What to produce: Find all lines below containing the string "from" and return them.

Task material:
***

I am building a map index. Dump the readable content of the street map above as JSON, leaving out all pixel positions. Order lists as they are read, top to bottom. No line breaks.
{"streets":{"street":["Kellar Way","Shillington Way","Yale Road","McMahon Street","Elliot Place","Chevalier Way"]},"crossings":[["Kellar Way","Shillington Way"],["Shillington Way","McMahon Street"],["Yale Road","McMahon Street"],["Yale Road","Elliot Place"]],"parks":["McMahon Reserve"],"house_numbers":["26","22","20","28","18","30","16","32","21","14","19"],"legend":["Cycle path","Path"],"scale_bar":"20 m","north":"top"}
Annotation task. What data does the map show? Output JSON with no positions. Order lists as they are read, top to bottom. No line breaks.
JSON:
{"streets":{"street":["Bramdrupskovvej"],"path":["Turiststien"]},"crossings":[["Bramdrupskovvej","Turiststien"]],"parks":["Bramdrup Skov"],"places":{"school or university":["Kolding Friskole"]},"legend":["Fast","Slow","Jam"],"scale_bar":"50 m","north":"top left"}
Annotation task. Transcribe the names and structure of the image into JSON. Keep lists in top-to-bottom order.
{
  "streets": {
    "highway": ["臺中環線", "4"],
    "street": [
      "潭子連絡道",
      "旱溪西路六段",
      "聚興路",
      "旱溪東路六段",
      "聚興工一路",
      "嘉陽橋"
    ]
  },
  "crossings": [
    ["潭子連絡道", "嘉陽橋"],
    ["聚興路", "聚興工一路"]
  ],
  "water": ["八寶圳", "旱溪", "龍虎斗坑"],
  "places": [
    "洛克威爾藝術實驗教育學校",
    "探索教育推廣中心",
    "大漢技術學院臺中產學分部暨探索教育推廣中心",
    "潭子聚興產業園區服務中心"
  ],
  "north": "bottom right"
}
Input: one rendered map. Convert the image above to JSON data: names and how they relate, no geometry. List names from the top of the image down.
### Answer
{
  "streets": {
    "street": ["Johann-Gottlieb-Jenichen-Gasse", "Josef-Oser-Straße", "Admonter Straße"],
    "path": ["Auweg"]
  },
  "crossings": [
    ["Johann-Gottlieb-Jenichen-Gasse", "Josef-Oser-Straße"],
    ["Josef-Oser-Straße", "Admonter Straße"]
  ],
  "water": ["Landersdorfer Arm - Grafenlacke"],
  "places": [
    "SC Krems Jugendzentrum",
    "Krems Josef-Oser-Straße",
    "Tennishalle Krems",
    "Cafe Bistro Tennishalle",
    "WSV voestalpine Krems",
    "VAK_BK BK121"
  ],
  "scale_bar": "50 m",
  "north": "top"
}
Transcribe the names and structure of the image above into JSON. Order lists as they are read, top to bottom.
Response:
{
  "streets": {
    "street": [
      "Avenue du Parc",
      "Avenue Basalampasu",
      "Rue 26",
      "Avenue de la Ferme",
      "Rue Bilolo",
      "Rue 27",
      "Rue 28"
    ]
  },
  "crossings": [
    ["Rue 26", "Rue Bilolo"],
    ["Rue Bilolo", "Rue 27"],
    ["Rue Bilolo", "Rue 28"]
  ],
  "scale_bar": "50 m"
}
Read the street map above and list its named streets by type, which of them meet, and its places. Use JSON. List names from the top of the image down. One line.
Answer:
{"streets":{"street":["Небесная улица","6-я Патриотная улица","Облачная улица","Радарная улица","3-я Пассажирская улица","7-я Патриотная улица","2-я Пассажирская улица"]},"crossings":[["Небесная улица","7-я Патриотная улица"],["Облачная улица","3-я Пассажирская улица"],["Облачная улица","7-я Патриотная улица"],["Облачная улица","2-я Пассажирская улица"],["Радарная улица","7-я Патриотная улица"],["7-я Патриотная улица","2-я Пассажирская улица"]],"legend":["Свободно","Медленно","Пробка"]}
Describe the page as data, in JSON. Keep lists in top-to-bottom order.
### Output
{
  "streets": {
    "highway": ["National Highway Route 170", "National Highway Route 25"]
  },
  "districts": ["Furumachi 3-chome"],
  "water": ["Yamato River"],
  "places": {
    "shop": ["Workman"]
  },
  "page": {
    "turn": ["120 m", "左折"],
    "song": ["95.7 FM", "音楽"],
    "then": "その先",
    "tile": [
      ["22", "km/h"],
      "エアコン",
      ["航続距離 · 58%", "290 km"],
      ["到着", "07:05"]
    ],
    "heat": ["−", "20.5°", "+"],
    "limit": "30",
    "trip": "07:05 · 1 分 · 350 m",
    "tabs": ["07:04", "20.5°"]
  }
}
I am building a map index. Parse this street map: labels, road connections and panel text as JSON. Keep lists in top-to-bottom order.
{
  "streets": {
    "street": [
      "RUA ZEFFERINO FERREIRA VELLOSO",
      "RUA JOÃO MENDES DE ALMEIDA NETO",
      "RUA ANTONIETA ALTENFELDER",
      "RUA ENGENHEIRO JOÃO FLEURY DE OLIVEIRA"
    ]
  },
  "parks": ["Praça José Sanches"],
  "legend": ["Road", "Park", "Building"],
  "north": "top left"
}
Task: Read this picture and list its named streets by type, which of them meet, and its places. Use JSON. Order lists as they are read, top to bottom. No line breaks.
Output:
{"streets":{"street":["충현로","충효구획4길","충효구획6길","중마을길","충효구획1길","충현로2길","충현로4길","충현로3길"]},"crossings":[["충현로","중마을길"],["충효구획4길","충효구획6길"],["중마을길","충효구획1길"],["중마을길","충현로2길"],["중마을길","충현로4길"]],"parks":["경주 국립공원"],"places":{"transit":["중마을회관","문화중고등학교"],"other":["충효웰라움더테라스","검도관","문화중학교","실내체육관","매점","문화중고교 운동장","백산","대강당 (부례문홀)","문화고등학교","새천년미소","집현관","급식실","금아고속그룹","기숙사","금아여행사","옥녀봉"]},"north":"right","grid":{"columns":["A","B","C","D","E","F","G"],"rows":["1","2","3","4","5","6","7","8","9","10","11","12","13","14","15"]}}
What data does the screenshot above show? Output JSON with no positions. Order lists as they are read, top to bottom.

***

Answer for this exercise:
Input: one rendered map. Convert the image above to JSON data: names and how they relate, no geometry. List names from the top of the image down.
Read the street map above and list its named streets by type, which of them meet, and its places. Use JSON. List names from the top of the image down. One line.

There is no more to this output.